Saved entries
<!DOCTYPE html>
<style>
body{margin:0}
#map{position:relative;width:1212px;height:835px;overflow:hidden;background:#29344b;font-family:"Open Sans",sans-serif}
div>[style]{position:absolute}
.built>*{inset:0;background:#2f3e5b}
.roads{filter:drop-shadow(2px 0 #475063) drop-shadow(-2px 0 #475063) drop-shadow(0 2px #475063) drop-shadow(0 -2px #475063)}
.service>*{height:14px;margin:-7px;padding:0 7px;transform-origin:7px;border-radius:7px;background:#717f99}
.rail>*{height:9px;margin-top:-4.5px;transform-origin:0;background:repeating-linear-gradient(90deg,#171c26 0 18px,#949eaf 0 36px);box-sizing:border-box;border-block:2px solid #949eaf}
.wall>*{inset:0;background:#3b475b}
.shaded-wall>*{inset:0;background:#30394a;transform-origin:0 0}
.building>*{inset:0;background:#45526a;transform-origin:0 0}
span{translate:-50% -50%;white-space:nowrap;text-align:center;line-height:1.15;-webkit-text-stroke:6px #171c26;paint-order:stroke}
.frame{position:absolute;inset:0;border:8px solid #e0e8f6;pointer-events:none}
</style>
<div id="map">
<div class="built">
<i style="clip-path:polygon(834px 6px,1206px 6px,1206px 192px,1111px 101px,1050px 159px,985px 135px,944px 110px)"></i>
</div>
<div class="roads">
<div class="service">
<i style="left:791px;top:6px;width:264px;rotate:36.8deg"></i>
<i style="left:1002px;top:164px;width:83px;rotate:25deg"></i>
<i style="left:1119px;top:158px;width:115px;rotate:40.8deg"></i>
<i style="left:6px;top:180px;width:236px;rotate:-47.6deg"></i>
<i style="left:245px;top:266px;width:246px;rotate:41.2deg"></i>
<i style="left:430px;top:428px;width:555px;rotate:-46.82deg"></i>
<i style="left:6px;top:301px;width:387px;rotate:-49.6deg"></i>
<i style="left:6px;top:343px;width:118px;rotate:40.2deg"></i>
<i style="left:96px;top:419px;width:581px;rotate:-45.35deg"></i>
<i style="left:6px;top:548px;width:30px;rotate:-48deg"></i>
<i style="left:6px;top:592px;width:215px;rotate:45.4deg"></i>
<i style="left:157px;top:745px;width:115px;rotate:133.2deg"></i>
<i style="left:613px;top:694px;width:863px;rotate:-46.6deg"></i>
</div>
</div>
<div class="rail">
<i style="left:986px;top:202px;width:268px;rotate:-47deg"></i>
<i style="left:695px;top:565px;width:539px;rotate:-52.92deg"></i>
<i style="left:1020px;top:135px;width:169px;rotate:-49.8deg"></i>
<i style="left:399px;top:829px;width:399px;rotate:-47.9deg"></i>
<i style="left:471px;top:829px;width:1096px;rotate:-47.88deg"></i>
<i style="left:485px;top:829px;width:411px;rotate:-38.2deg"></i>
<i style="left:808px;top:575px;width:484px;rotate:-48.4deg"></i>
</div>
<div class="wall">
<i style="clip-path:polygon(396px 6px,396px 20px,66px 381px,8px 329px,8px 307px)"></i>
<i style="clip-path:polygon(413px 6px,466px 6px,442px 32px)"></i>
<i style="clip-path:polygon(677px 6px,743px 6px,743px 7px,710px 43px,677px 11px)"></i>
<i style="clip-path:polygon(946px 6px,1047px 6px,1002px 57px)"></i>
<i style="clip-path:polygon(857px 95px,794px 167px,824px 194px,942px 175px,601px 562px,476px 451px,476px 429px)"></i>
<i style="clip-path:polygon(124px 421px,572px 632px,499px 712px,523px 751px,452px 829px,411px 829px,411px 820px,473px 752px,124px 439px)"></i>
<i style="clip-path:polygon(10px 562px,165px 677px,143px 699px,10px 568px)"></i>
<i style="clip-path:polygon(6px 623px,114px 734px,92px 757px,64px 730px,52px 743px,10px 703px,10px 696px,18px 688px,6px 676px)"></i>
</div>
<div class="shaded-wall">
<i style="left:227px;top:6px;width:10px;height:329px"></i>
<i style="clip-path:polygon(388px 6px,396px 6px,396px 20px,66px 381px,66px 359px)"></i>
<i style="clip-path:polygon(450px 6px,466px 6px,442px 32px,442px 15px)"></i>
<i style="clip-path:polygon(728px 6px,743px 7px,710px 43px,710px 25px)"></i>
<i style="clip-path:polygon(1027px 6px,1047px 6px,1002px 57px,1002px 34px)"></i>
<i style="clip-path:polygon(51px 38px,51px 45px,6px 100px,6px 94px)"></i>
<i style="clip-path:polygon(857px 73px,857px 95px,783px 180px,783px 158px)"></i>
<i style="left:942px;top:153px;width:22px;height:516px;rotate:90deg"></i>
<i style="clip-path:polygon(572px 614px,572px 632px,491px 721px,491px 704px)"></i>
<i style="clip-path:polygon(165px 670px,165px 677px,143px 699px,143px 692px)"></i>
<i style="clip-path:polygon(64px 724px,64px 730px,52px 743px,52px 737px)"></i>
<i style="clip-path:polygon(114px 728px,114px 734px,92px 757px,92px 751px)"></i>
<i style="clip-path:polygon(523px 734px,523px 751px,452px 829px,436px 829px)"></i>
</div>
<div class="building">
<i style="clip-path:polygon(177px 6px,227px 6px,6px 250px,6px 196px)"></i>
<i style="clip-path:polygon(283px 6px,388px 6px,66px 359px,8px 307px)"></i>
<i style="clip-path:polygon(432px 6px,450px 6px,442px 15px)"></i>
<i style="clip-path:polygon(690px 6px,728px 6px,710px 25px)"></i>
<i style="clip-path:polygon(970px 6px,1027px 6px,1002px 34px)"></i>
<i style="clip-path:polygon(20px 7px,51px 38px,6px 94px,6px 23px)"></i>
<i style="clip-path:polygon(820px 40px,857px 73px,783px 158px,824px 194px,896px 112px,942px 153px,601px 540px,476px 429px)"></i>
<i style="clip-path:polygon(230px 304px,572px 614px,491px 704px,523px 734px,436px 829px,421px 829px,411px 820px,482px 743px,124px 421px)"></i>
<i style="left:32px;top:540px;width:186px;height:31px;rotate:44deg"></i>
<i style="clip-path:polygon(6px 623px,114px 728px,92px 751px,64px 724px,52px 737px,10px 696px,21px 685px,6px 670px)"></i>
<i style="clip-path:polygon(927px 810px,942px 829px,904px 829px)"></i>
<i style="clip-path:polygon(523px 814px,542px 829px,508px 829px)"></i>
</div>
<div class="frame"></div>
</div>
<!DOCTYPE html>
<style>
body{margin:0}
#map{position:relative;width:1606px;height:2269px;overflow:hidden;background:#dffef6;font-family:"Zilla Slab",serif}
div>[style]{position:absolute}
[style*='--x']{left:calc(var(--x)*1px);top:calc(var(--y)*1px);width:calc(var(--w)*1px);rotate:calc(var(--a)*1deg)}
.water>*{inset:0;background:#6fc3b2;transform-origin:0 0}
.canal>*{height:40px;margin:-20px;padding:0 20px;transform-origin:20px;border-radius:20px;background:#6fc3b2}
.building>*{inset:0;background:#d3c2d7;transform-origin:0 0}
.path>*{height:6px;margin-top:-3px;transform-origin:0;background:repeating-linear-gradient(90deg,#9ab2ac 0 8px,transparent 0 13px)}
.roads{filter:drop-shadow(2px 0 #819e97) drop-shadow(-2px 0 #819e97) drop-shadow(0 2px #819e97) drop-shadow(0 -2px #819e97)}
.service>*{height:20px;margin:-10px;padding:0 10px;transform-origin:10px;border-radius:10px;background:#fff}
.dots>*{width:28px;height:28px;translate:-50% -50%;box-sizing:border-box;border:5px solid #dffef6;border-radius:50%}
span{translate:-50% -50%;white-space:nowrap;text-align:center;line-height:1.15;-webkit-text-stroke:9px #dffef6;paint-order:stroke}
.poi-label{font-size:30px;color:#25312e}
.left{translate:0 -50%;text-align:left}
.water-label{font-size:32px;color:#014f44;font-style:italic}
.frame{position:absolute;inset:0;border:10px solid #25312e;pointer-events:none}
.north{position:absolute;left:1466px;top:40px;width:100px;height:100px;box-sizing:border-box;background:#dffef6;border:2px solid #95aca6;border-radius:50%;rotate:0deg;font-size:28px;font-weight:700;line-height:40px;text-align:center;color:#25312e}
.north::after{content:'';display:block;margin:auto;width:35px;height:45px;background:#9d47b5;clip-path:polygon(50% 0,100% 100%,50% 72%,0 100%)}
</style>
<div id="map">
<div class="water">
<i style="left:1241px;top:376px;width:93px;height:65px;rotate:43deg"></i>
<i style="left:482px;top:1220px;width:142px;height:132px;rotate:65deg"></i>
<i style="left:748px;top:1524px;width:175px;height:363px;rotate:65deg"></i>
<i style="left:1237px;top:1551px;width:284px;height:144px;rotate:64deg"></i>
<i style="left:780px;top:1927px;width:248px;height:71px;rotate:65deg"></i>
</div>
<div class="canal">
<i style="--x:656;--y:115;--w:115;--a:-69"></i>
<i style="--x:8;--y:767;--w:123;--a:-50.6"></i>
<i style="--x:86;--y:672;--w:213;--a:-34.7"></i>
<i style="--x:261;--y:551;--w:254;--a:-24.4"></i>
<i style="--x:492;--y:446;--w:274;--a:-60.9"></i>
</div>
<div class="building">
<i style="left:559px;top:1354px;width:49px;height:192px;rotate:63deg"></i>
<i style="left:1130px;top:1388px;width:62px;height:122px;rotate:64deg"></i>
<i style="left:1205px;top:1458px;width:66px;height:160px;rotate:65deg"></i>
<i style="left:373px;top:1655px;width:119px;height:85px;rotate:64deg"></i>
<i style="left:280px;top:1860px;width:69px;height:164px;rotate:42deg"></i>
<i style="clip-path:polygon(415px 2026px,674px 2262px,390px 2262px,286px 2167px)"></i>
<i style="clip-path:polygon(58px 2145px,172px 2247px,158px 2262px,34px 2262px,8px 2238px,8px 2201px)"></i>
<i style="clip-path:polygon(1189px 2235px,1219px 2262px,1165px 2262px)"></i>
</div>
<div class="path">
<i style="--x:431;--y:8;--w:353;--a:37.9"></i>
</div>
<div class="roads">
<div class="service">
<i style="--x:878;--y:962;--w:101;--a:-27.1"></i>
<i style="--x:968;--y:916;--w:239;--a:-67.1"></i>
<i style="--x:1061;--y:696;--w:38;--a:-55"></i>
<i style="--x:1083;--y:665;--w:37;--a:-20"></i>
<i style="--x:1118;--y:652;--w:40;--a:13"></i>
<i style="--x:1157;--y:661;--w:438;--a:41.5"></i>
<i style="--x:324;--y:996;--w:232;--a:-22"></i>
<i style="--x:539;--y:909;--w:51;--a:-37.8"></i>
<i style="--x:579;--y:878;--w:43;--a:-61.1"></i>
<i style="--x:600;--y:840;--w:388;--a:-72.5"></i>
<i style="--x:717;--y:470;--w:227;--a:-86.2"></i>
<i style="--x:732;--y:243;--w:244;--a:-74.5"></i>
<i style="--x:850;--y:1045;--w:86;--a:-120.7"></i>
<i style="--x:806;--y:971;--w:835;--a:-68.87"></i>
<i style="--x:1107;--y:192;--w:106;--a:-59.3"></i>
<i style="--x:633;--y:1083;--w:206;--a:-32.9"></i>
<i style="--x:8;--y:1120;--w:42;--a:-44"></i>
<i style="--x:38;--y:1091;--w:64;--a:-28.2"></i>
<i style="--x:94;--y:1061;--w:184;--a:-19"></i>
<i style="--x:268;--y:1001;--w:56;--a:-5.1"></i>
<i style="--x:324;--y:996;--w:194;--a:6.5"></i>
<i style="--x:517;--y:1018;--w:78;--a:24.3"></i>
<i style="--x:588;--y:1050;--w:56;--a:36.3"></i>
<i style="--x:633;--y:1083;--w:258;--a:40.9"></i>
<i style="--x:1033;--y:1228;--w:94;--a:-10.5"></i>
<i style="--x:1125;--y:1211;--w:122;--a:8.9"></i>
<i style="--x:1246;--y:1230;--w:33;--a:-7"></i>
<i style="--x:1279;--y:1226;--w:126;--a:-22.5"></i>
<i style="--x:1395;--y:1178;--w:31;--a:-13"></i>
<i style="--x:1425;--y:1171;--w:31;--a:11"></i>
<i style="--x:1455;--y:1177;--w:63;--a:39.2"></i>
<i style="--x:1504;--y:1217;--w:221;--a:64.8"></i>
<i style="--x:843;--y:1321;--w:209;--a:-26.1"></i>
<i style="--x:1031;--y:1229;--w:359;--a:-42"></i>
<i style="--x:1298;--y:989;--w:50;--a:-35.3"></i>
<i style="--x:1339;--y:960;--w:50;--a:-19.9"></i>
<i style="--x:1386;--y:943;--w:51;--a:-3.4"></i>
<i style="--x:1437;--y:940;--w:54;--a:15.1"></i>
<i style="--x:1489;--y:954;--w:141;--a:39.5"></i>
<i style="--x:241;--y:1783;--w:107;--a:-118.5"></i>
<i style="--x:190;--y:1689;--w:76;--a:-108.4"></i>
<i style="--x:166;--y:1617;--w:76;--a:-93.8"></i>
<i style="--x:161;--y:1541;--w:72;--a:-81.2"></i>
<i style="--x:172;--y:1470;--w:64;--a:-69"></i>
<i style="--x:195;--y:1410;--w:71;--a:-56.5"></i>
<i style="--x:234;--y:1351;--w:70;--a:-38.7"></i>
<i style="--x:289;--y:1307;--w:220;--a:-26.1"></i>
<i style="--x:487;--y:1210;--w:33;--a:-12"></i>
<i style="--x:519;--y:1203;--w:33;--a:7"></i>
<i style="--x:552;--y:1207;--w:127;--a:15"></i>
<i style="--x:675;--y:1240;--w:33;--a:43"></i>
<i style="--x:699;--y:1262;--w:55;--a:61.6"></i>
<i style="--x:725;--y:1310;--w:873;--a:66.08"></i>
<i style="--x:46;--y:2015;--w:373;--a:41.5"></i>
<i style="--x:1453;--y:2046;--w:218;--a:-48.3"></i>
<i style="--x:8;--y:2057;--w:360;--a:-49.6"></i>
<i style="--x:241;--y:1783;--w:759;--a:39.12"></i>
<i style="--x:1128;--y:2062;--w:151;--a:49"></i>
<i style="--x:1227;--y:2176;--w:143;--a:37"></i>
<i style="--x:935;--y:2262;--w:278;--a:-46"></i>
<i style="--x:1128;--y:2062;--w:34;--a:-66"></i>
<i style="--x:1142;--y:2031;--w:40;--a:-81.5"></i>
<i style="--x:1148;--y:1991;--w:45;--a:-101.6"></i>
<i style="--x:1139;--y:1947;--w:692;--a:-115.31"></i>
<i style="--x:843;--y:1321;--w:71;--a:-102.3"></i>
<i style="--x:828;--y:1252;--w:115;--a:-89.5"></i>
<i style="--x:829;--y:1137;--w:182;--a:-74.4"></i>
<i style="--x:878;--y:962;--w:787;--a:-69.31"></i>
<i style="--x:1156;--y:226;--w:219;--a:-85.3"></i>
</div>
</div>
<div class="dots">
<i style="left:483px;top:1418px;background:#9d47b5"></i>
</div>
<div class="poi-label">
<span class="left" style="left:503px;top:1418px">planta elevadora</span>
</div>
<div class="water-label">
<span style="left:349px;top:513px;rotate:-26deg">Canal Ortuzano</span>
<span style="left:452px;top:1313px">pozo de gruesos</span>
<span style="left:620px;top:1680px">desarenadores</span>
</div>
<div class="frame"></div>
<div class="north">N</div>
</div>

◆ **Problem description**: Count, in the data above, the lines that hold "shaded". Return only that count.

◆ **Answer box**: 2